Double Edged Safety Razors – Screw You, Big Razorblade

VodkapunditHirsute Hipsters Have Harrowing Habits

Harrowing, that is, if you’re in the business of selling disposable razors:

Procter & Gamble (PG), which rules the category with Mach-3-maker Gillette, said its razor sales are falling in developed markets. This followed yesterday’s announcement by Energizer (ENR) that unit sales of its Schick men’s razors have dropped 10 percent in the past year—a literal decimation.

I’ll tell you what’s really killing them, and that’s $4 razor cartridges. If you’re a kid in your 20s, stuck living at home because of Obamanomics, you’ll save money wherever you can — and there’s a good chance your boss at your McJob doesn’t care if you have stubble or not.
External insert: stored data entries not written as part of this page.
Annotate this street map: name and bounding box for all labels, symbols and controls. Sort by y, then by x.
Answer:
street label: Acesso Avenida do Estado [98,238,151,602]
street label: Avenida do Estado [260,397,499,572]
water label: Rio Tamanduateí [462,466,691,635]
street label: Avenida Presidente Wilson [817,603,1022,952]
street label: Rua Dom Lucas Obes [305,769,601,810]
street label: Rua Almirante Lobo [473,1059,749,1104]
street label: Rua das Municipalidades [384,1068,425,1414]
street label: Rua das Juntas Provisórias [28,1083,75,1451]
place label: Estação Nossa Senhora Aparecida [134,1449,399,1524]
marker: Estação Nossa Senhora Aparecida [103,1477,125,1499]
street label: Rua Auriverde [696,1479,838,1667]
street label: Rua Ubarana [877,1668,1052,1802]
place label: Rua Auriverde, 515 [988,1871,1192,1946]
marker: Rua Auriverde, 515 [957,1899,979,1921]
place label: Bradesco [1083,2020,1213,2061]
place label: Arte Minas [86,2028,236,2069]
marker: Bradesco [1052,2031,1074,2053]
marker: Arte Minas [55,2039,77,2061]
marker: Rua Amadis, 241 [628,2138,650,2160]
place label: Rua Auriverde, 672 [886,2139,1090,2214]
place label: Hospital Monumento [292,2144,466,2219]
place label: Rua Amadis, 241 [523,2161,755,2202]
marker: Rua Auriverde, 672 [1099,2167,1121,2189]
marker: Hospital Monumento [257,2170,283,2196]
The worst part for manufacturers is, how they gonna get those kids back on the cartridge farm, once they’ve seen hairy Par-ee?

I haven’t shaved with a disposable in years, and it was the price (and the promise of a better shave) that chased me away. I used to go through two Fusion cartridges each and every week, for a total annual bill of almost $420 on blades alone. But if you’re willing to take a few extra minutes in the morning, and a few weeks to learn a new skill, you can save a bundle by switching to old-school double edge safety razors.

I switched to a double edge mostly because I thought shaving with a cartridge razor was boring and soulless, but the savings are sweet. (It’s a closer shave, too.)

I bought a Stahly Live Blade at an antique store for five bucks and ordered 100 Persona blades from Amazon for 19 smackers. So a razor and enough blades for years for less than 25 bucks.

Most people who get into double edge and straight razors buy a badger hair brush, soap bar, and mug, which ups the initial investment a bit. I haven’t gotten around to that. One day that would make a swell Father’s Day present. Right now I’m still working through the same can of Barbasol.